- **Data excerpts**
----------------------------------------

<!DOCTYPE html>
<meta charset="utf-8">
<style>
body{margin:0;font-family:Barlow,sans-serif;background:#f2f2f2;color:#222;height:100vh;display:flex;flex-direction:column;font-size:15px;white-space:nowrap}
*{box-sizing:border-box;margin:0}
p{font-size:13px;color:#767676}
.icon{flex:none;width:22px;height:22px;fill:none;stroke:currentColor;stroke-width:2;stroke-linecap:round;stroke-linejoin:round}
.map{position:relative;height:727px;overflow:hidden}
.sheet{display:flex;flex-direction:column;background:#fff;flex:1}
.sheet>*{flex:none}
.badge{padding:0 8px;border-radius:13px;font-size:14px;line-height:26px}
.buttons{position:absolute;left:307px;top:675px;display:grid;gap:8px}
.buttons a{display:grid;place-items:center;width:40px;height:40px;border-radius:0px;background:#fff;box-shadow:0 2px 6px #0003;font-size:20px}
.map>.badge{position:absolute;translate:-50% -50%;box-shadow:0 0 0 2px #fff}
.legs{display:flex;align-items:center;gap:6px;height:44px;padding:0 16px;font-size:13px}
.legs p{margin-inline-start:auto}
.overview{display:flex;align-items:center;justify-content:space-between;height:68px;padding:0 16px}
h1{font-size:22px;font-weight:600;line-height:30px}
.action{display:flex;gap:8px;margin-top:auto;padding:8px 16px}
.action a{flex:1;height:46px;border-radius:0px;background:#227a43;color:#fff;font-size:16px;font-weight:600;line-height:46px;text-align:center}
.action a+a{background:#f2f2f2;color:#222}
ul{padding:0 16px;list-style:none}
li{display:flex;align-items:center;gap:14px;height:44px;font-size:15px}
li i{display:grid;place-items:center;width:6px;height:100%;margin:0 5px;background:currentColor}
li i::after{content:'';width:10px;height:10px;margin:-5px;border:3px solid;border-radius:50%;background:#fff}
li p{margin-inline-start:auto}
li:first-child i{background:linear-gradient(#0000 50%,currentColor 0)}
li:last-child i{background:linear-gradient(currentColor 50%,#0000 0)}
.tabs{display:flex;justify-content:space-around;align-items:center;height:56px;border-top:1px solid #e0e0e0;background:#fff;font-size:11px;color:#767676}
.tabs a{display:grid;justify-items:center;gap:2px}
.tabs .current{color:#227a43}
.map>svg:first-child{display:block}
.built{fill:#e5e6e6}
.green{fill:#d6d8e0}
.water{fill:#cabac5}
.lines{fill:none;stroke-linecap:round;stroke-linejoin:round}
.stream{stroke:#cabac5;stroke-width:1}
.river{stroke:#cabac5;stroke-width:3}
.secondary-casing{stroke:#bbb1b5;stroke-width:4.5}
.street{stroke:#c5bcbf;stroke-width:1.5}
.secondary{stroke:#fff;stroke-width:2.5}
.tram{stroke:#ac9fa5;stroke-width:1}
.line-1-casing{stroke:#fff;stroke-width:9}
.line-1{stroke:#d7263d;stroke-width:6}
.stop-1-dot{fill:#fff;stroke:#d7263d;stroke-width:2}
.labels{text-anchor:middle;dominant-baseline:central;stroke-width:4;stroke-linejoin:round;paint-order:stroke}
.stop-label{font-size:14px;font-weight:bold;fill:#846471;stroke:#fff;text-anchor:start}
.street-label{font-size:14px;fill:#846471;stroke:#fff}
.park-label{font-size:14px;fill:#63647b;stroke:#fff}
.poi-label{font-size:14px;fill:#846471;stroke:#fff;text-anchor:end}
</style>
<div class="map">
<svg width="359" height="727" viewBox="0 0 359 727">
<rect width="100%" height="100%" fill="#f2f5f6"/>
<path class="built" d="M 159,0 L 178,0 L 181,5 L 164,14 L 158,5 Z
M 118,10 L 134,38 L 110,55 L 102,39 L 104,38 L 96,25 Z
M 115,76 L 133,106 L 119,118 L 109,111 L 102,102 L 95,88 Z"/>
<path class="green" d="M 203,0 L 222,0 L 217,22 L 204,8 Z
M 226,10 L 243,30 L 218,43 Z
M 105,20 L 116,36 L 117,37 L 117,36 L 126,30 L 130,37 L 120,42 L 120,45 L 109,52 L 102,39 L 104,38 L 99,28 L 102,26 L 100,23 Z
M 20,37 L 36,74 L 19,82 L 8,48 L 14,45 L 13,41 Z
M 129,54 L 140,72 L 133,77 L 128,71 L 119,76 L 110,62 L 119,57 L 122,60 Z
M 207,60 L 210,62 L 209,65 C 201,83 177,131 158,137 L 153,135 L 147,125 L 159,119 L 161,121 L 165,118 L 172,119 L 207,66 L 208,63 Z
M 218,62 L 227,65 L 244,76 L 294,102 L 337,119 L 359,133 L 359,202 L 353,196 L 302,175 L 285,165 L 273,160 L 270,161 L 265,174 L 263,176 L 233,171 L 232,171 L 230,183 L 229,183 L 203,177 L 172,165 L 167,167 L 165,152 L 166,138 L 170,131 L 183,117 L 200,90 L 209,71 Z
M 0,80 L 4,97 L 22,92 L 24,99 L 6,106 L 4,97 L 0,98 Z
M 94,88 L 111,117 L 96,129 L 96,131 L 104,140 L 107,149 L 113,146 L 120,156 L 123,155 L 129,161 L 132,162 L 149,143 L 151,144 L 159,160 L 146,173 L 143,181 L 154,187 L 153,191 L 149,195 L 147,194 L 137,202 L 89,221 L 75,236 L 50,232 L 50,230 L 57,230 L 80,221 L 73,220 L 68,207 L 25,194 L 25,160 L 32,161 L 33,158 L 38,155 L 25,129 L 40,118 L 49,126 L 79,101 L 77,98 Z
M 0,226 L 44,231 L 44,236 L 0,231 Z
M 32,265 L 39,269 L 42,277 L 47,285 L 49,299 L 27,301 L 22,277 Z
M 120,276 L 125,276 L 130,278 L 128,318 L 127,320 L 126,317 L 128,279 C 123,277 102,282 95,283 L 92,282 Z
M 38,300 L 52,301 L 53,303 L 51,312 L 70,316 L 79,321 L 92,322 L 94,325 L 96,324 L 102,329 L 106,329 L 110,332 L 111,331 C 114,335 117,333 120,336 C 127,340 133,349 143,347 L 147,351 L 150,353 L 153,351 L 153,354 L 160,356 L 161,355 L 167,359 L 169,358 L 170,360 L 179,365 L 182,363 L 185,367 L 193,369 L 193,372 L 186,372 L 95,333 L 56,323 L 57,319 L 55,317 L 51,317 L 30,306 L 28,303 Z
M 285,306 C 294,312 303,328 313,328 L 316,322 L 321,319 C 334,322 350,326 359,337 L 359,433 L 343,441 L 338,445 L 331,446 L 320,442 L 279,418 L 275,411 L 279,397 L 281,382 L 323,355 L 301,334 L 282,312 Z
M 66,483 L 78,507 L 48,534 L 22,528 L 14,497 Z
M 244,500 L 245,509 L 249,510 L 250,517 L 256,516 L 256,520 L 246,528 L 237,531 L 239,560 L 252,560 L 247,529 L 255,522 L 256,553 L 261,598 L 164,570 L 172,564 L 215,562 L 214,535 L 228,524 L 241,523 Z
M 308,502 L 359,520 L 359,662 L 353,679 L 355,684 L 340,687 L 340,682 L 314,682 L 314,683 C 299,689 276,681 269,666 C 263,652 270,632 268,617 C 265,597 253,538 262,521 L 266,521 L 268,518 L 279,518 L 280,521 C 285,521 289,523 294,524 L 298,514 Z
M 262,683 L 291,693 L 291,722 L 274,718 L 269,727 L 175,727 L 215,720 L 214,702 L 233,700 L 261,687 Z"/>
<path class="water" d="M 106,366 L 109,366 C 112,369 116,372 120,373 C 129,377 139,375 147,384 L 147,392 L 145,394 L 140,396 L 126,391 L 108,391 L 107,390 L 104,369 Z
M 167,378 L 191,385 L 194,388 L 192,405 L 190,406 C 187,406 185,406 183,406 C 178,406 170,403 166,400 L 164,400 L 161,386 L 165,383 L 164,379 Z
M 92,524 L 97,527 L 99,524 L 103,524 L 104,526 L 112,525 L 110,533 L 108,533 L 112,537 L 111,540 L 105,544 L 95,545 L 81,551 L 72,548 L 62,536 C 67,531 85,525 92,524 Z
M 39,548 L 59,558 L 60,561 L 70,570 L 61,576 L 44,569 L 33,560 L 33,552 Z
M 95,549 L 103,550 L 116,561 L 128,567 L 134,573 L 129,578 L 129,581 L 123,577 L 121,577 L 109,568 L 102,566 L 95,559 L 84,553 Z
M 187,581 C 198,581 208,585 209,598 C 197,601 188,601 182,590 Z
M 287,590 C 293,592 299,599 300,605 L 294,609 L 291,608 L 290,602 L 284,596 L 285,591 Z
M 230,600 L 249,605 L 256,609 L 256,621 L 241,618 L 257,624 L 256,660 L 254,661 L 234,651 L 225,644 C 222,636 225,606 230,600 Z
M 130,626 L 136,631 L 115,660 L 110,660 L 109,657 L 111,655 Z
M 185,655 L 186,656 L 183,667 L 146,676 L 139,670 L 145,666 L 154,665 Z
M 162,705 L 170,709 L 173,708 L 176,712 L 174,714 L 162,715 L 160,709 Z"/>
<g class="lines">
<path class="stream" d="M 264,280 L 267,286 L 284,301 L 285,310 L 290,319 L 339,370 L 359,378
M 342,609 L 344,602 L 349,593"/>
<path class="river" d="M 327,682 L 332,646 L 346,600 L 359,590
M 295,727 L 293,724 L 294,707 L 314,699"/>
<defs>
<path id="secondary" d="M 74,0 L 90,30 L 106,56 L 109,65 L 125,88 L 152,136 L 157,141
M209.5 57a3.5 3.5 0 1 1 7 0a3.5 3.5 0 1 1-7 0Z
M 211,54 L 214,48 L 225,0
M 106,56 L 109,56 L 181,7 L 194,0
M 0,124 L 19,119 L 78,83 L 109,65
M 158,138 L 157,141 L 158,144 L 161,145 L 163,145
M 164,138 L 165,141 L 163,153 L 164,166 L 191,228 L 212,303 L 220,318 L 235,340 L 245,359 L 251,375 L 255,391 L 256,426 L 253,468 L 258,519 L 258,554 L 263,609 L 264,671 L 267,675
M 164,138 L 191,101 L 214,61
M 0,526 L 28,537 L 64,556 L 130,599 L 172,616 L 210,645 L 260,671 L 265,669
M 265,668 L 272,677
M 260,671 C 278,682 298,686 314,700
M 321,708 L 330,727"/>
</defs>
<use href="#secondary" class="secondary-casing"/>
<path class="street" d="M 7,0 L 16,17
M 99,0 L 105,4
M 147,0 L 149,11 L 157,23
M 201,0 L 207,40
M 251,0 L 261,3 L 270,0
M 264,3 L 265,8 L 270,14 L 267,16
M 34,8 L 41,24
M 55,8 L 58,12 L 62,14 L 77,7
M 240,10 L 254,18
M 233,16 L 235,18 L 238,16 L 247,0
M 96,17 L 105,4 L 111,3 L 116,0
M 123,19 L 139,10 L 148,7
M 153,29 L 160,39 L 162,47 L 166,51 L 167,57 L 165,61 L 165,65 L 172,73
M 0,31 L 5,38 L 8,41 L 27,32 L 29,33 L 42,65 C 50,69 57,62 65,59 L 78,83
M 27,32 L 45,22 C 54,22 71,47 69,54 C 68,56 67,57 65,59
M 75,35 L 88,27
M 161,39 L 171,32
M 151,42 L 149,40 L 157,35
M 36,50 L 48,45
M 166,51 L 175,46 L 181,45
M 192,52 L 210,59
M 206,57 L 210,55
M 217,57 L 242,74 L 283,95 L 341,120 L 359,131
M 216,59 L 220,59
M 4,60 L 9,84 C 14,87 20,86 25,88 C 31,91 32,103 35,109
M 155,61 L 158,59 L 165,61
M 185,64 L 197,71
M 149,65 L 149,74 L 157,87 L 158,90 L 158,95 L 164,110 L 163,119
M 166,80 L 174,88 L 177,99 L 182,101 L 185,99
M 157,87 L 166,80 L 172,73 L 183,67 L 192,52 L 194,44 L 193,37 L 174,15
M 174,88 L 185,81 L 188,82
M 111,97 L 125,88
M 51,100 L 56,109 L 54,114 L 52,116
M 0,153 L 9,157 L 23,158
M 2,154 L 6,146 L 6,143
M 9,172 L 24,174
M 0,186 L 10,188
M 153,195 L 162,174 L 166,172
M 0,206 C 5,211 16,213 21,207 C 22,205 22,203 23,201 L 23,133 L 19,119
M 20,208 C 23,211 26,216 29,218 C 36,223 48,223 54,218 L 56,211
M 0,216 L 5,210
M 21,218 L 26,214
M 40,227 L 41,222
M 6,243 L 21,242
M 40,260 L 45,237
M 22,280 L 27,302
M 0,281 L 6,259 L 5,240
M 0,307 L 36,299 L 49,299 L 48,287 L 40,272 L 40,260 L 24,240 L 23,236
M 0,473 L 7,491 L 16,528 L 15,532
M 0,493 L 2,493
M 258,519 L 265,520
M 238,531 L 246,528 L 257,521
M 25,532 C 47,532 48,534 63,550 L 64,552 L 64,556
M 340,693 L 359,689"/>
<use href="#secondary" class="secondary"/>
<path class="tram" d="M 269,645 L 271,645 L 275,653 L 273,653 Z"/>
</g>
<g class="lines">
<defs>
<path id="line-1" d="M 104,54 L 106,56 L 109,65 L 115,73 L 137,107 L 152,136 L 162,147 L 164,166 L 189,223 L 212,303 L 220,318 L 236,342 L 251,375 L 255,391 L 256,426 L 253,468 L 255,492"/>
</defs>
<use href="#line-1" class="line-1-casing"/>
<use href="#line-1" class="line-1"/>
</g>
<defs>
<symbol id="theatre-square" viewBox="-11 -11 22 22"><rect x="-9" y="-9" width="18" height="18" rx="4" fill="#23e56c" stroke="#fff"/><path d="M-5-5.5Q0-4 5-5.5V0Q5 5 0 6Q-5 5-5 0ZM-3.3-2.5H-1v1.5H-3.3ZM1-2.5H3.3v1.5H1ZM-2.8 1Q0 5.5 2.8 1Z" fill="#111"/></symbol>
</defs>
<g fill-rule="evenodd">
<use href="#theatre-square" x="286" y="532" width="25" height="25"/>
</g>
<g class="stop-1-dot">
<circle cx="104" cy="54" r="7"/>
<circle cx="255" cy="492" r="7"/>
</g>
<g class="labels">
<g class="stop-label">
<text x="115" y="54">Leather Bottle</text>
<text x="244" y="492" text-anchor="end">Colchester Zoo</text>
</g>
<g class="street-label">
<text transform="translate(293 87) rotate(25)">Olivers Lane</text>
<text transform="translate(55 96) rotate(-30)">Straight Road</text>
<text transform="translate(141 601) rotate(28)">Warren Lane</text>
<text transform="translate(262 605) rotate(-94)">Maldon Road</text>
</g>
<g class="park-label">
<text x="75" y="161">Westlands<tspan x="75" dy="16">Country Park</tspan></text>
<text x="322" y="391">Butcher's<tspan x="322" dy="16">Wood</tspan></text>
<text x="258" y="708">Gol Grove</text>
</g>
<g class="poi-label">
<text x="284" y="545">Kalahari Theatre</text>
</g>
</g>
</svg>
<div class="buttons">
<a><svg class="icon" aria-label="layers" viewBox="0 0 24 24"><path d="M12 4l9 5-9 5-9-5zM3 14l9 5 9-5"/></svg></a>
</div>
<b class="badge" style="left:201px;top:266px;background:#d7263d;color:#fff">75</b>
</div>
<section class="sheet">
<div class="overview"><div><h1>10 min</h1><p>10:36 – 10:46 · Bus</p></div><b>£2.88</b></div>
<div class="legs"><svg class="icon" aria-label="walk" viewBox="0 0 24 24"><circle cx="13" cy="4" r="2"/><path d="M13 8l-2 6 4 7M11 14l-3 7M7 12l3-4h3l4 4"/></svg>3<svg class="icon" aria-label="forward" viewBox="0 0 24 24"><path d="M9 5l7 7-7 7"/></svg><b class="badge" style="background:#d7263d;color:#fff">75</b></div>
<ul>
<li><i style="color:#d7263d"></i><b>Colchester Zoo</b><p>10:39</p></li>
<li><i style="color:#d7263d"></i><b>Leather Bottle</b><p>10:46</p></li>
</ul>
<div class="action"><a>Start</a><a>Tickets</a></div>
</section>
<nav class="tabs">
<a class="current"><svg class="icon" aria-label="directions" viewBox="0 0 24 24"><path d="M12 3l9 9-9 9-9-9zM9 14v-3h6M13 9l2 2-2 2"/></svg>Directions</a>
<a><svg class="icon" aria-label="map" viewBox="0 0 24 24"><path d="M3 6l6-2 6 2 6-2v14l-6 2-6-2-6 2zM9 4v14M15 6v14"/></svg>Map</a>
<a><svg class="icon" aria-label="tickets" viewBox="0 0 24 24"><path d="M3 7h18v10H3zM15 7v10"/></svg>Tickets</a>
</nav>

----------------------------------------

- **Your task**
Among the lines of the data above, find those with the word "buttons" and show them.

- **Answer for this exercise**
.buttons{position:absolute;left:307px;top:675px;display:grid;gap:8px}
.buttons a{display:grid;place-items:center;width:40px;height:40px;border-radius:0px;background:#fff;box-shadow:0 2px 6px #0003;font-size:20px}
<div class="buttons">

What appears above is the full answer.